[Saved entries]
====
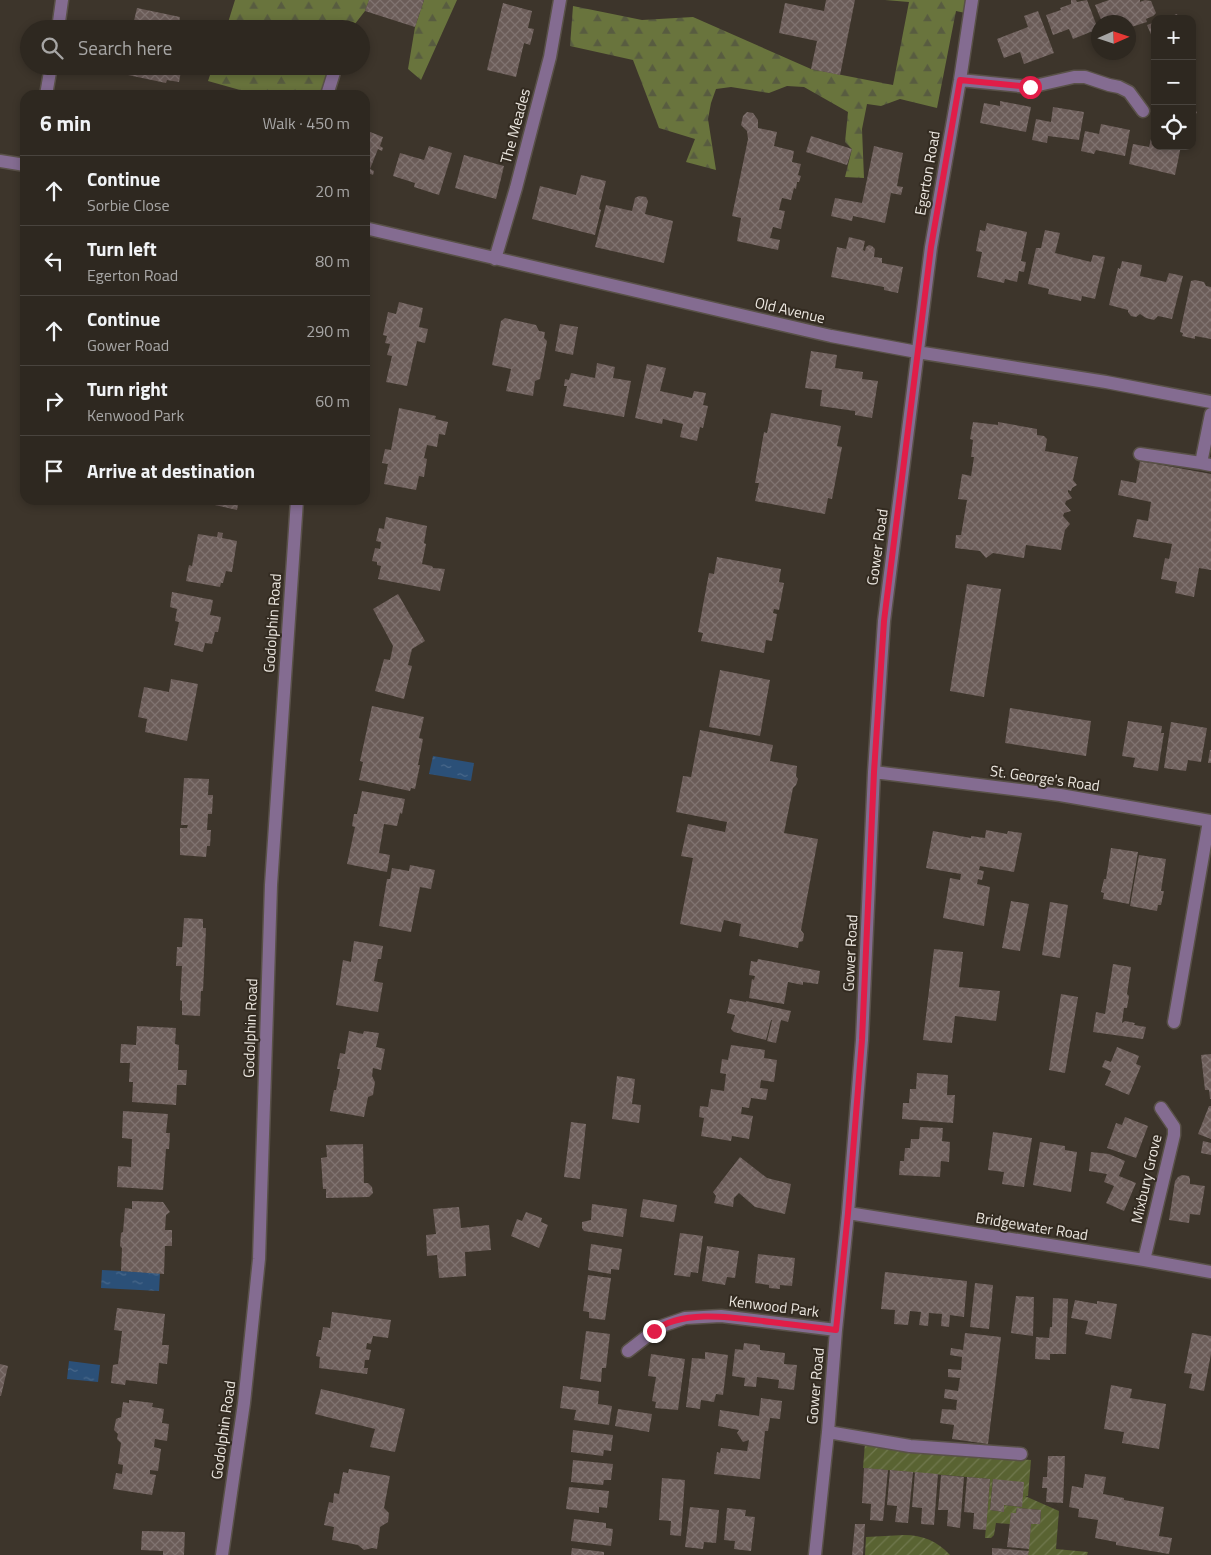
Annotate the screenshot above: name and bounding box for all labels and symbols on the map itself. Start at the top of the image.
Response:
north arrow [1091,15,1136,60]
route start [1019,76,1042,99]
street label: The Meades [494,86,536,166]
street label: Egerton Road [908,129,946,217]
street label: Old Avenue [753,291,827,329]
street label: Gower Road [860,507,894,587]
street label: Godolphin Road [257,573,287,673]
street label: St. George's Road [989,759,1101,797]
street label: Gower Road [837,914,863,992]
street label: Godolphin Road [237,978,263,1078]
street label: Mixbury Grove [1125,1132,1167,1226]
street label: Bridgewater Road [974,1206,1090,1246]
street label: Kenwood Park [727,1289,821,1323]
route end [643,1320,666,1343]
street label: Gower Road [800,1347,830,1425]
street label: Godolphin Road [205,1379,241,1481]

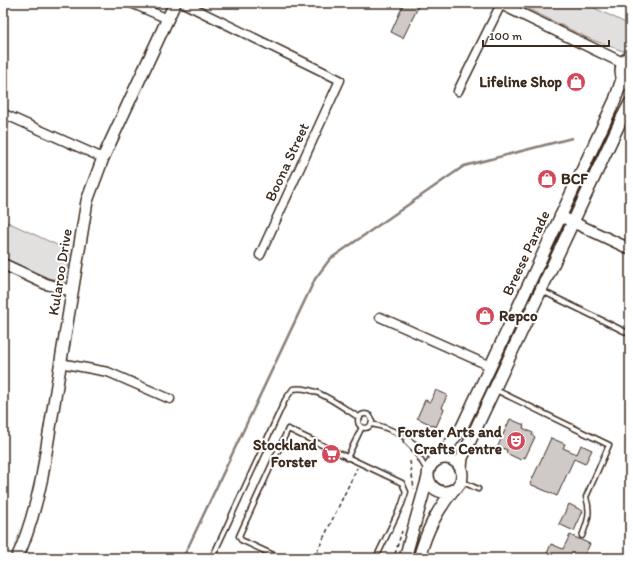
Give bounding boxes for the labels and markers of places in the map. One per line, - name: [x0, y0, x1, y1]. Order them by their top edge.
====
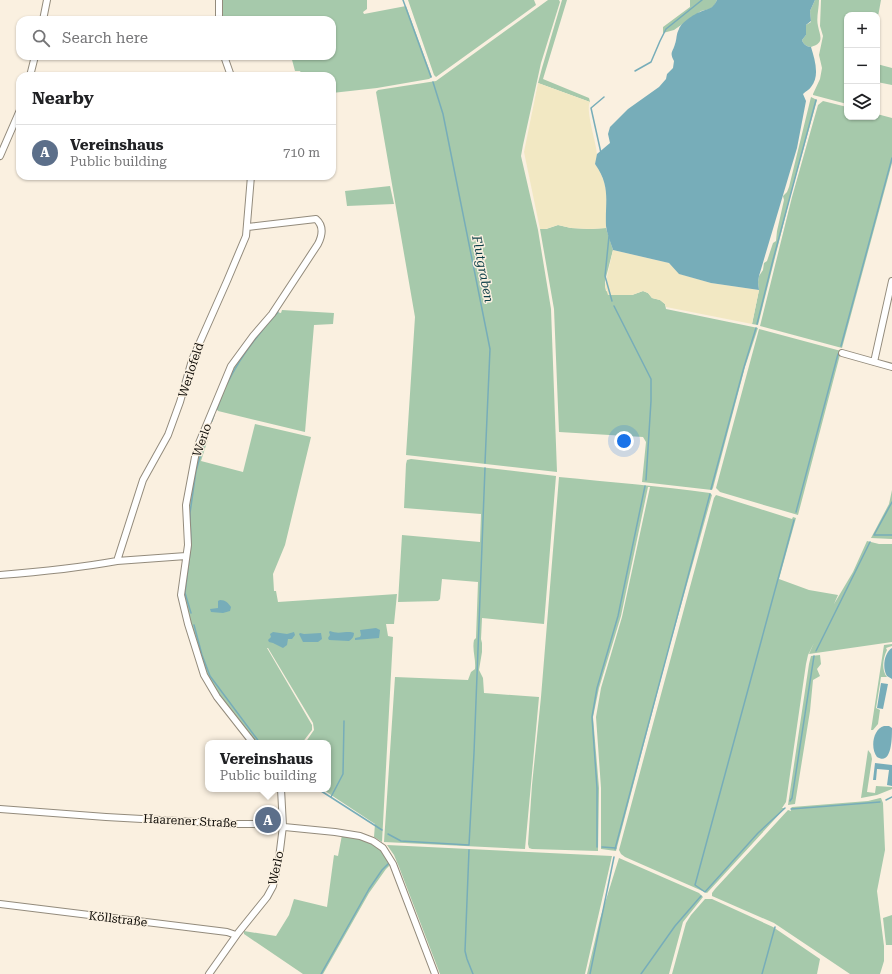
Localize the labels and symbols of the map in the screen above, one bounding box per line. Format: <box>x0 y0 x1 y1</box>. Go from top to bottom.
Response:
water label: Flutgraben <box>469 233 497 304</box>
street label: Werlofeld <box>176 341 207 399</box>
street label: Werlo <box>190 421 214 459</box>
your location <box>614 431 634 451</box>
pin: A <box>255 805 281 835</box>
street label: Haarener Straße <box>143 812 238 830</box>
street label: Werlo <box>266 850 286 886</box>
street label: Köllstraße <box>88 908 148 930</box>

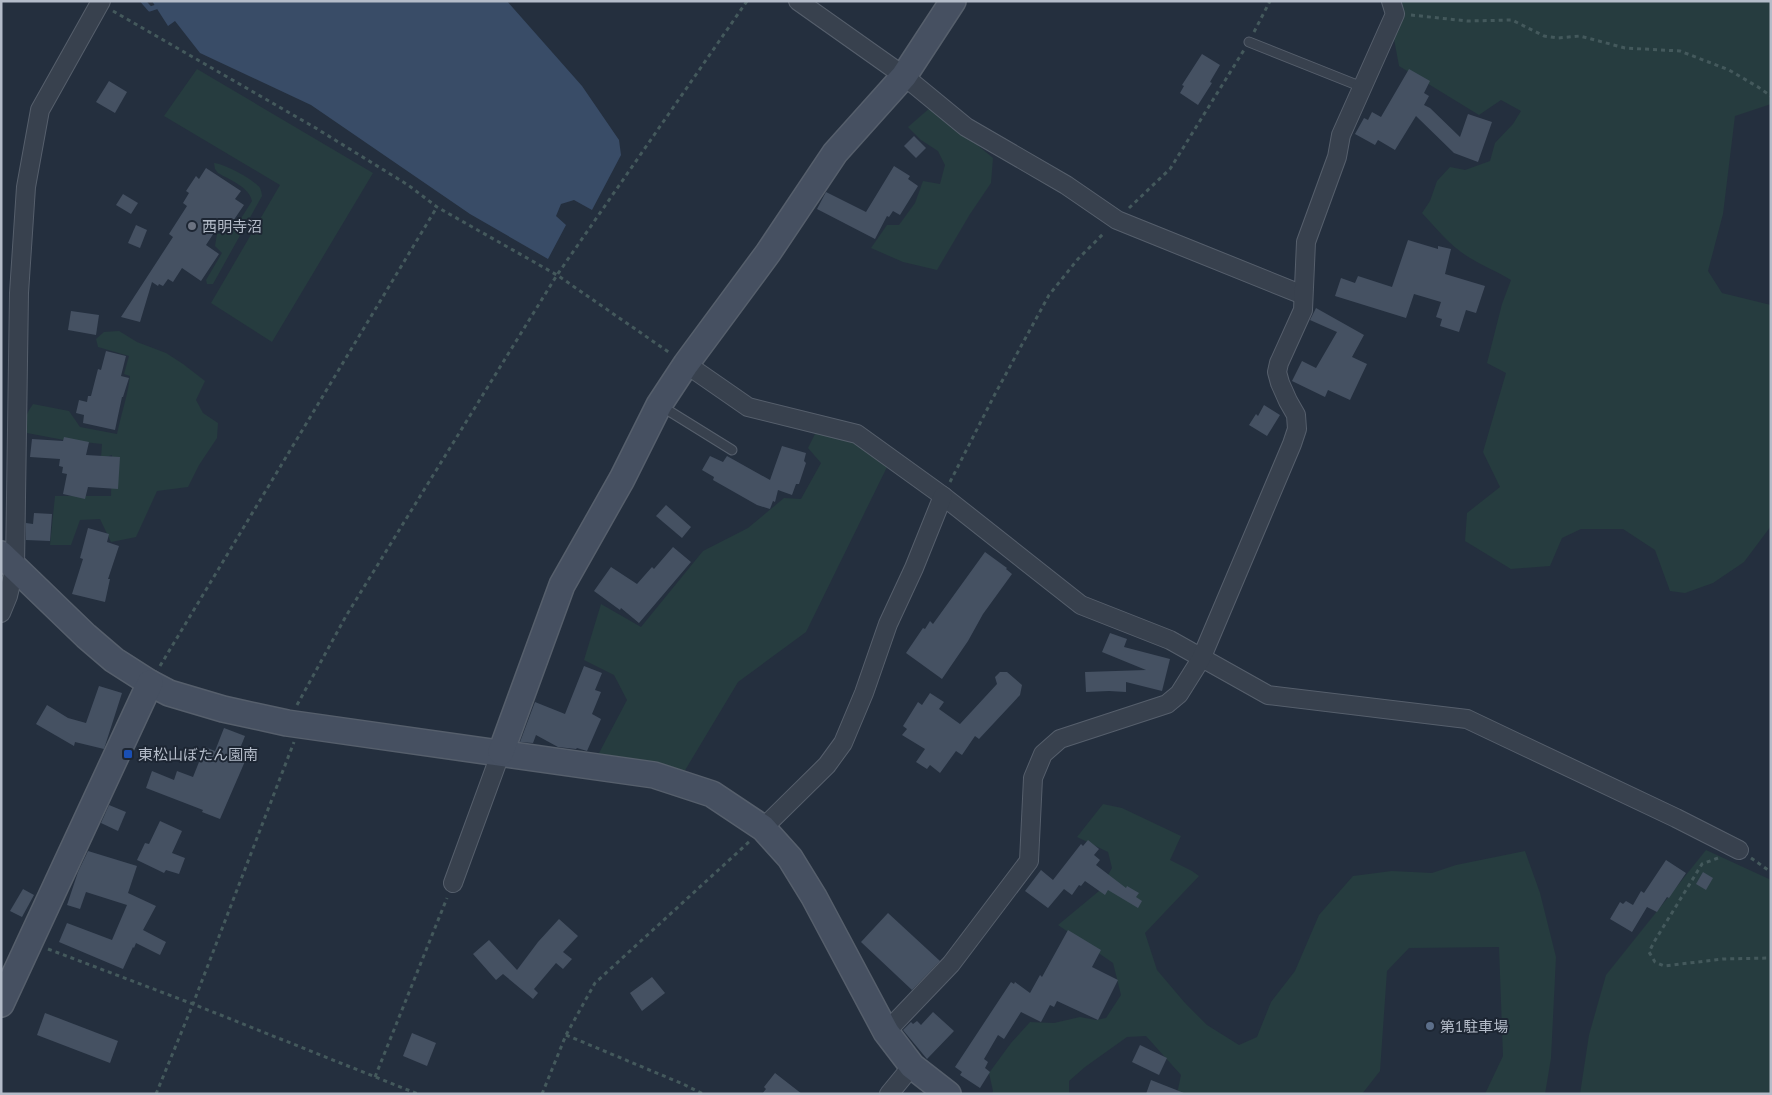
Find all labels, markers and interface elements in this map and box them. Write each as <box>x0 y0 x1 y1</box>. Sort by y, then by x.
====
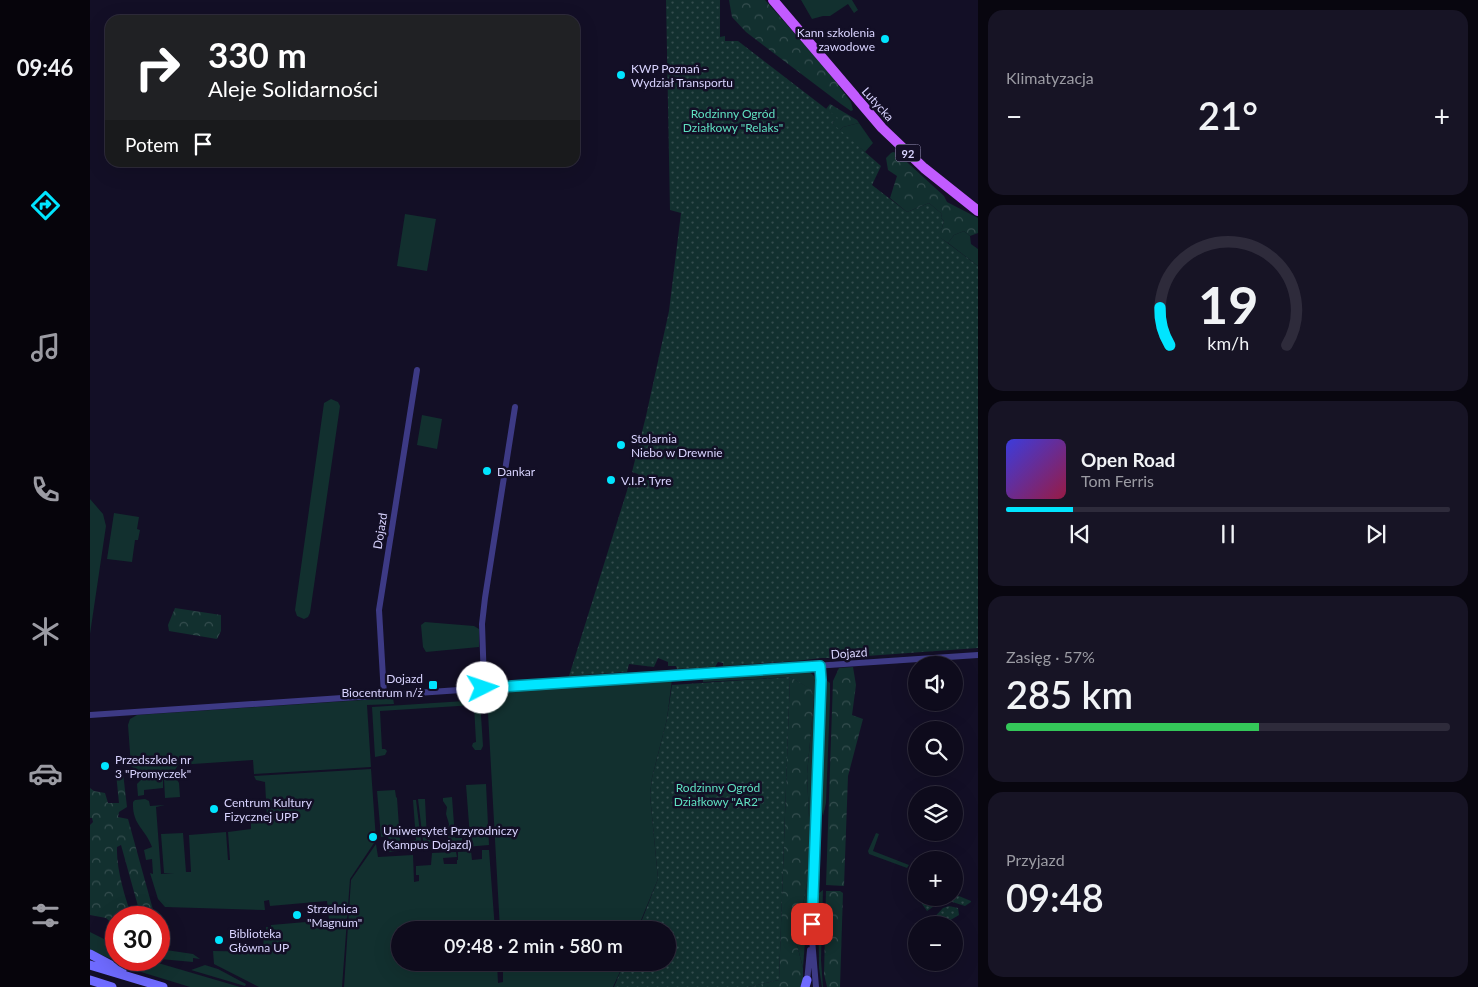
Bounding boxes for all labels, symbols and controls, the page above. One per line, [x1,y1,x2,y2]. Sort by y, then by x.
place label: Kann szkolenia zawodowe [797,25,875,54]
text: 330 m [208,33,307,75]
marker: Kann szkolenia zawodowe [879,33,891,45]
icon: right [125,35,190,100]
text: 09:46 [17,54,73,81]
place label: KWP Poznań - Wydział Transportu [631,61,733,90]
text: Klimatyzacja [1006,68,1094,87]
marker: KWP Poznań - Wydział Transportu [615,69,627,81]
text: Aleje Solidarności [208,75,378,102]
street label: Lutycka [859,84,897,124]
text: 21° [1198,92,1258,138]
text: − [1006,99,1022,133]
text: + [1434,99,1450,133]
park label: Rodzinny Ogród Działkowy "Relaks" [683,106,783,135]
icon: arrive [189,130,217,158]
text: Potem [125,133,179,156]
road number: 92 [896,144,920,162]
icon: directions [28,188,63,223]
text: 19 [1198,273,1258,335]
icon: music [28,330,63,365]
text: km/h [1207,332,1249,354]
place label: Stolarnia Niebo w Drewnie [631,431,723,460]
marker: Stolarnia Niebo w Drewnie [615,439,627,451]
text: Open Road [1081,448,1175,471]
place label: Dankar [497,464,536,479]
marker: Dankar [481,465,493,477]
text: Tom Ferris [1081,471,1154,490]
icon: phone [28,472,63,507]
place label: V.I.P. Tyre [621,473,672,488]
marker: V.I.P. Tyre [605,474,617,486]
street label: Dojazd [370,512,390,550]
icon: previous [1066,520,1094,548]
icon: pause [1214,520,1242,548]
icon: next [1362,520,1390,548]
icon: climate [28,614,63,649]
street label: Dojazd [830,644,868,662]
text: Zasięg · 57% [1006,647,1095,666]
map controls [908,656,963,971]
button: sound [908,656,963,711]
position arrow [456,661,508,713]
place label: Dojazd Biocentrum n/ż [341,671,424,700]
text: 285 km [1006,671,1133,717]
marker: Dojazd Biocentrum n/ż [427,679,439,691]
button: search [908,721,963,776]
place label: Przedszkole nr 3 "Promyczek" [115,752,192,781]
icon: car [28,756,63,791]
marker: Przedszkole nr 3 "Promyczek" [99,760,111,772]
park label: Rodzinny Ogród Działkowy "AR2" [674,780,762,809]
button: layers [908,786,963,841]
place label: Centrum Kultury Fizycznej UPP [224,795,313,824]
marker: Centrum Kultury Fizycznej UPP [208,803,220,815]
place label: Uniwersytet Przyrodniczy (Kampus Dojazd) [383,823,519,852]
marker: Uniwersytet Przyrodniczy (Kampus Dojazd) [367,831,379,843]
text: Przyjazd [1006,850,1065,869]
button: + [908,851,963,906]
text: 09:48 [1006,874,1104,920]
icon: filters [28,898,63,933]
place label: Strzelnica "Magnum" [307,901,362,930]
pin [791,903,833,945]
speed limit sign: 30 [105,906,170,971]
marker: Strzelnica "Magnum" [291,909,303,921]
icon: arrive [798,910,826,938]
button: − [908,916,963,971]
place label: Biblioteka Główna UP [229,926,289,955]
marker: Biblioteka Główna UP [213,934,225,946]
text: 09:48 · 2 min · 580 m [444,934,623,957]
====
What the exercise asks → Return only the number of lines in the data above that include the word "name".

Result of the task → 2